*** Exercise materials Section Begins ***

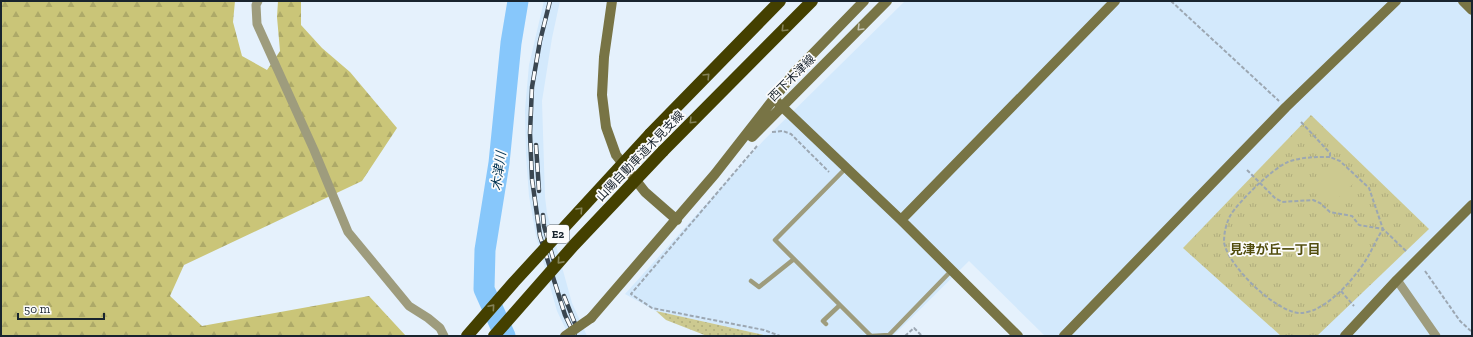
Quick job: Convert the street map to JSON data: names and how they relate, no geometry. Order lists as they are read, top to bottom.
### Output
{
  "streets": {
    "highway": ["山陽自動車道木見支線", "E2"],
    "street": ["西下木津線"]
  },
  "districts": ["見津が丘一丁目"],
  "water": ["木津川"],
  "scale_bar": "50 m"
}
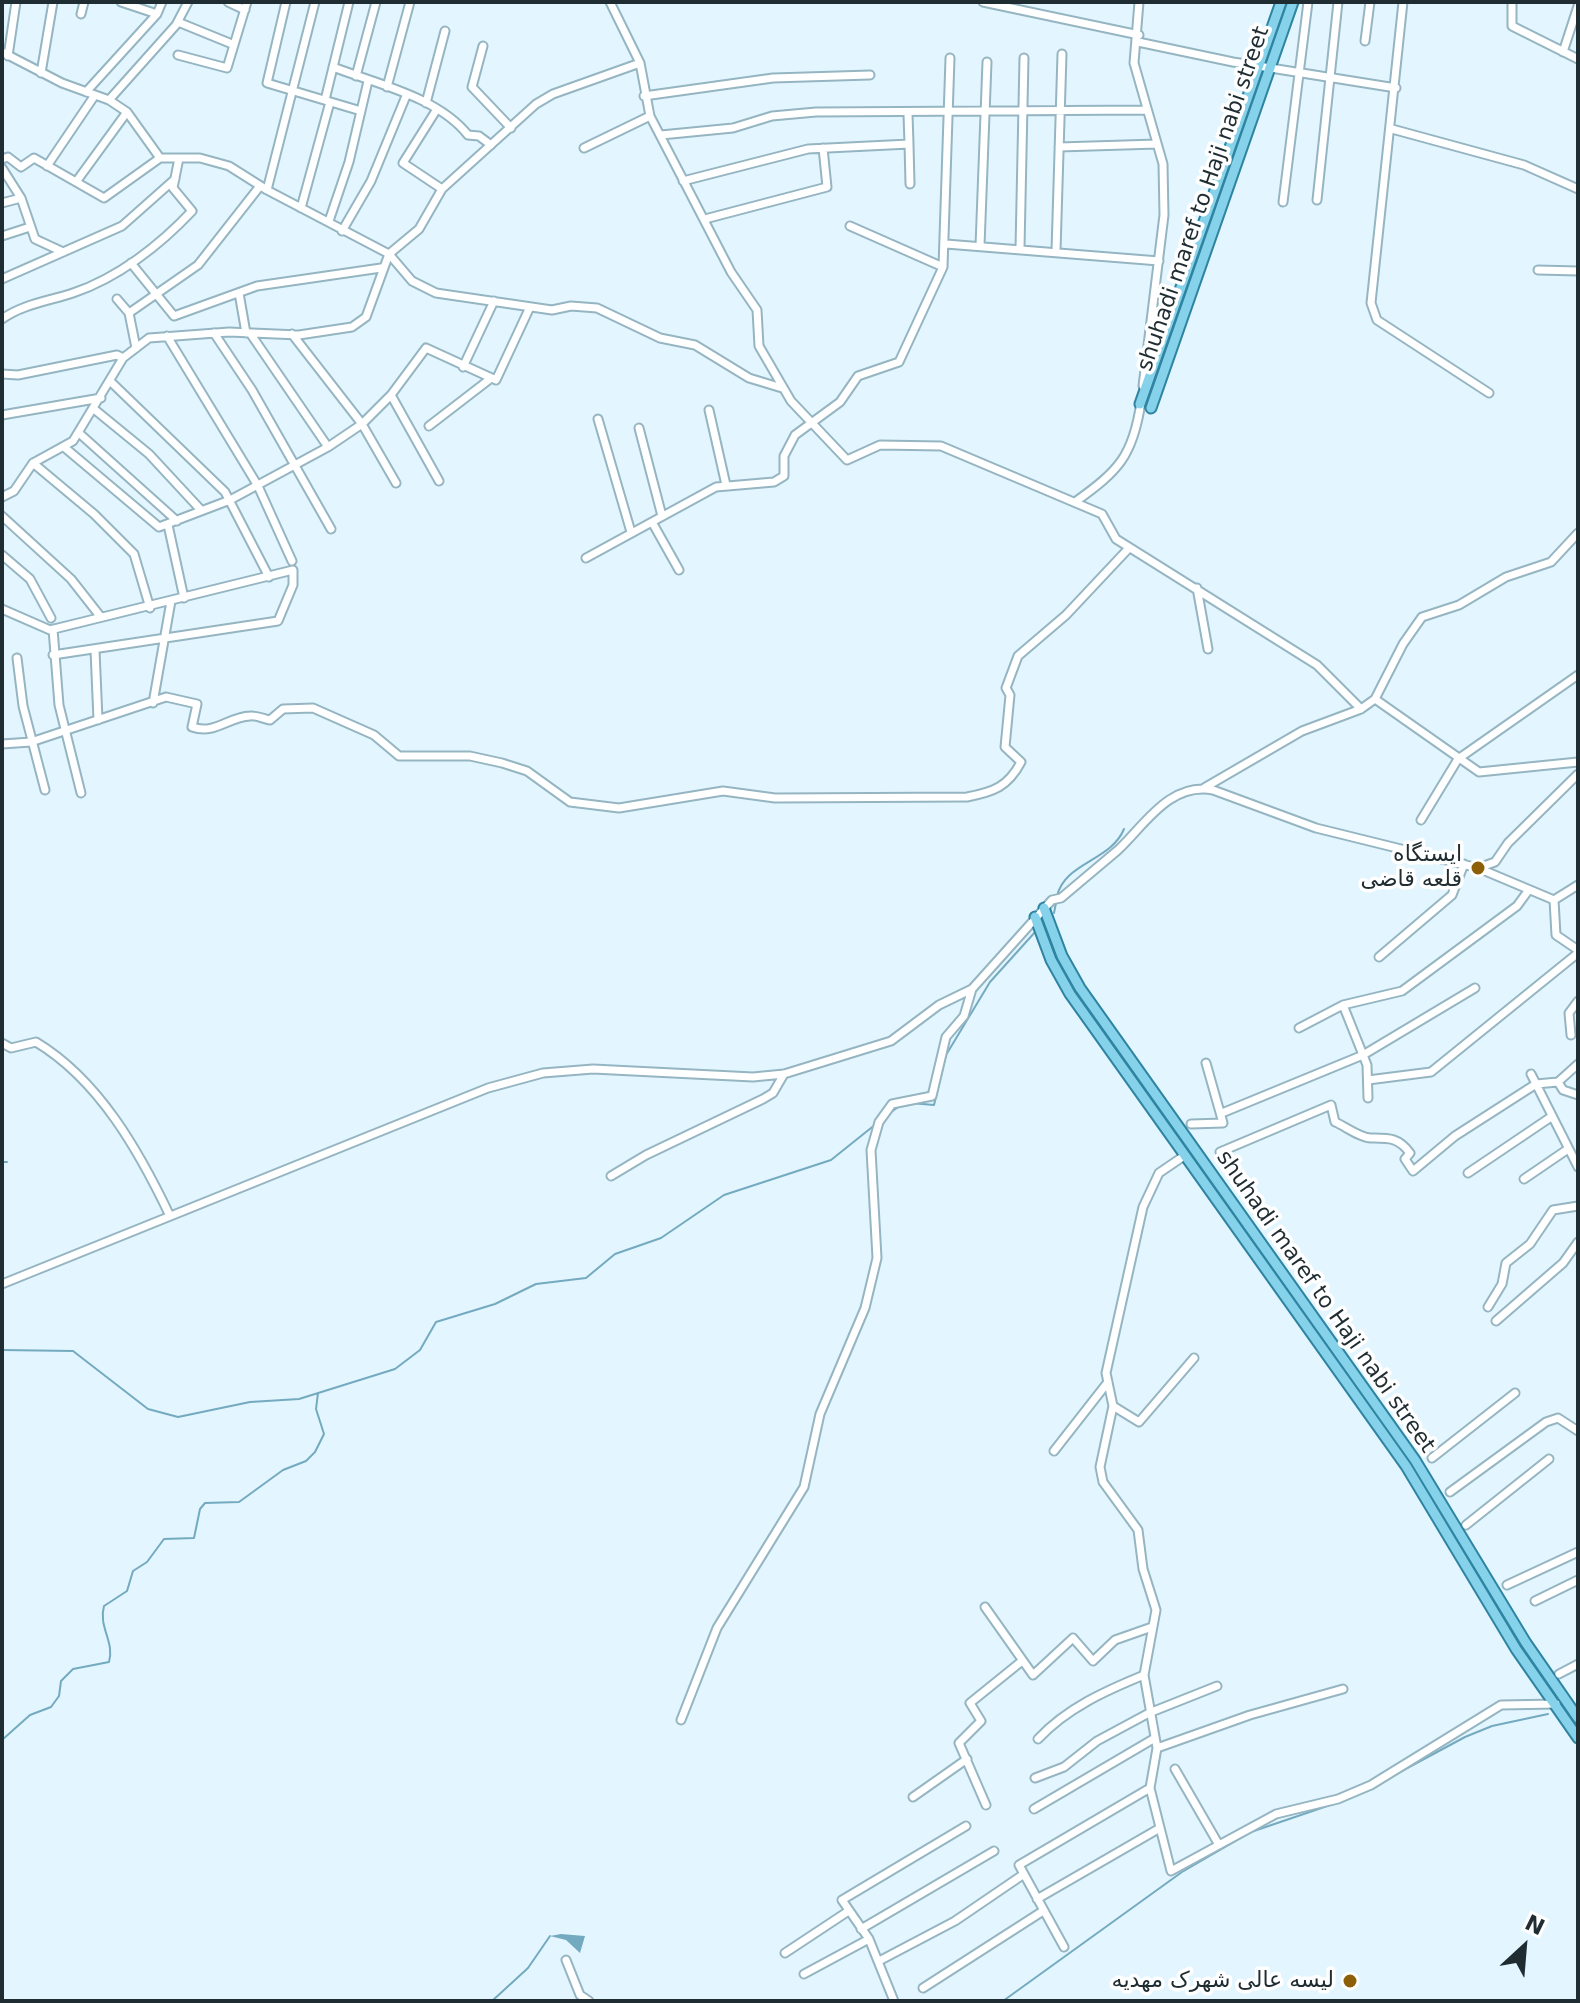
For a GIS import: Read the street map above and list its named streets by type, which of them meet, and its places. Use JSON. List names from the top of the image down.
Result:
{
  "streets": {
    "main road": ["shuhadi maref to Haji nabi street"]
  },
  "places": ["ایستگاه قلعه قاضی", "لیسه عالی شهرک مهدیه"],
  "north": "top right"
}
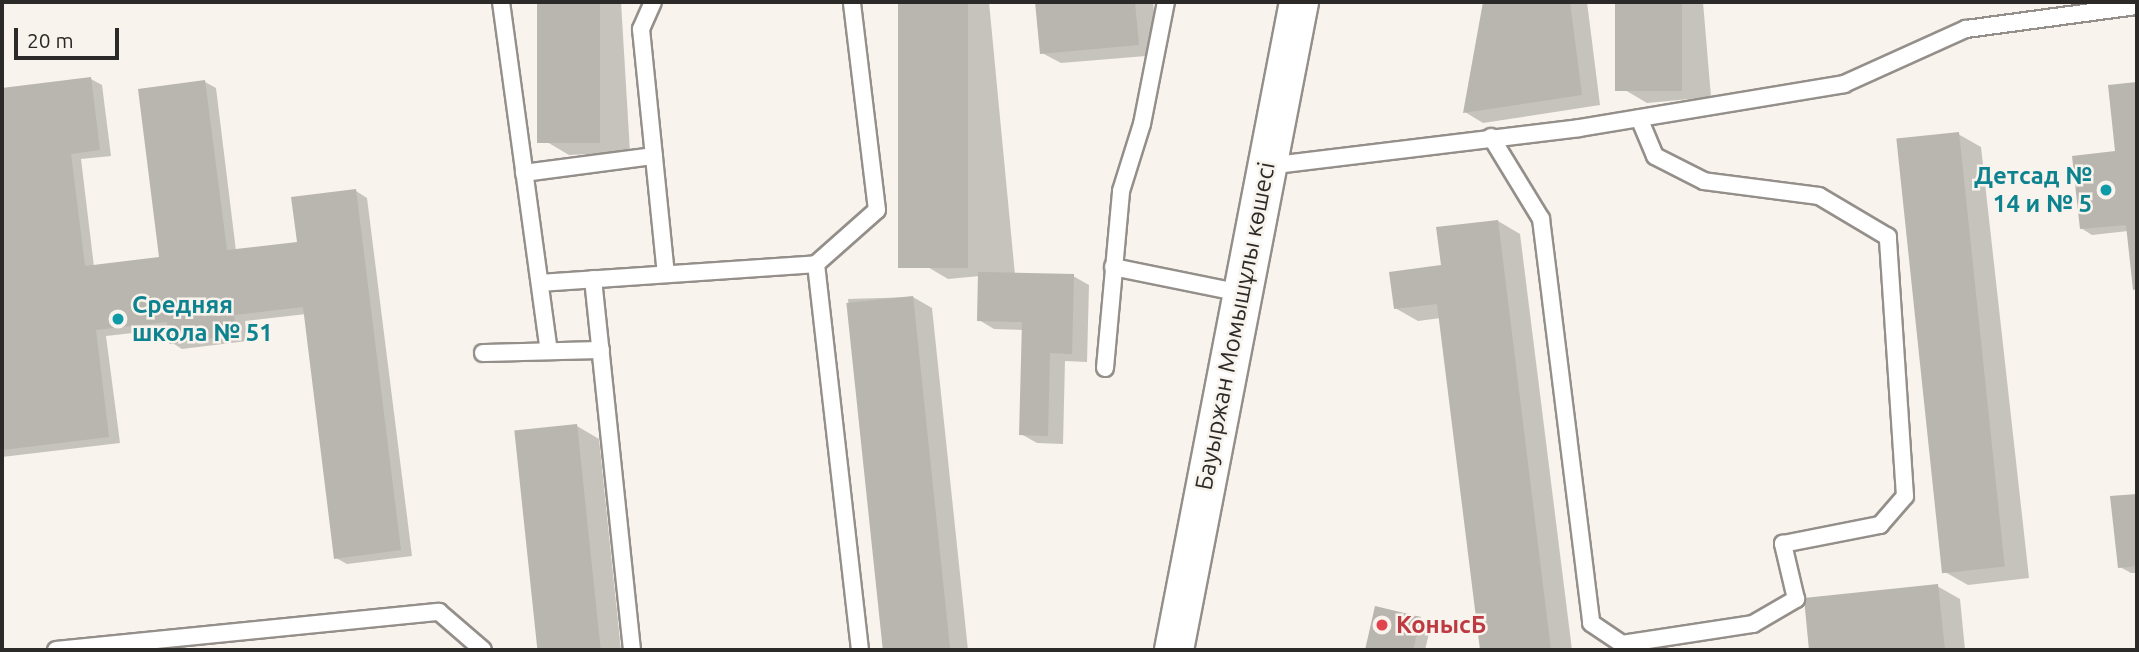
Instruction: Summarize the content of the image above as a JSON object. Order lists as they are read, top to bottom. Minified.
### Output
{"streets":{"street":["Бауыржан Момышұлы көшесі"]},"places":["Детсад № 14 и № 5","Средняя школа № 51","КонысБ"],"scale_bar":"20 m"}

*** Exercise materials Section Ends ***

What to work on. Check each line of the entries above, and show every one holding the word "bottom".

Task answer.
Quick job: Convert the street map to JSON data: names and how they relate, no geometry. Order lists as they are read, top to bottom.
Instruction: Summarize the content of the image above as a JSON object. Order lists as they are read, top to bottom. Minified.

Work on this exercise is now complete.